Filter the material below so that only lines containing "Wielkie" remain.

*** MATERIAL TO PROCESS ***

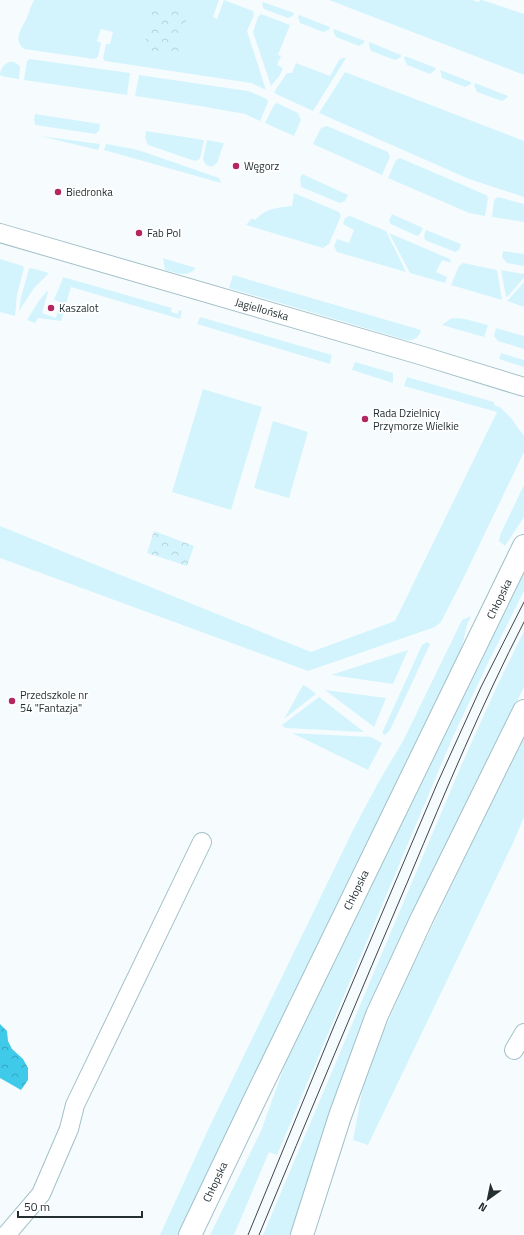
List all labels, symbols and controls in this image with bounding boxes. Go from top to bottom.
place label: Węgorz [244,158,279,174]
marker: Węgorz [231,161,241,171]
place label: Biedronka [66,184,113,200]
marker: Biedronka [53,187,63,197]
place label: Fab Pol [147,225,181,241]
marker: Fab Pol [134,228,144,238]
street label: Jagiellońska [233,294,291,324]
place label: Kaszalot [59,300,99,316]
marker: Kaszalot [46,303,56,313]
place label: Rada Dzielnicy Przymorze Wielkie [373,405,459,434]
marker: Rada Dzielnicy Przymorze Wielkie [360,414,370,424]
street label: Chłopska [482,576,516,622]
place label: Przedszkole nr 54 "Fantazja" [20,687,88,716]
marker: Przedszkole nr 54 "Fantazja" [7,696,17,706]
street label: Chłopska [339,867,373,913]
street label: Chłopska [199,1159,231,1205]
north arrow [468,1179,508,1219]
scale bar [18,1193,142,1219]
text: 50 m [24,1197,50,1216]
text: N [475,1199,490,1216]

*** End of MATERIAL TO PROCESS ***

| OUTPUT OF THE EXERCISE |
place label: Rada Dzielnicy Przymorze Wielkie [373,405,459,434]
marker: Rada Dzielnicy Przymorze Wielkie [360,414,370,424]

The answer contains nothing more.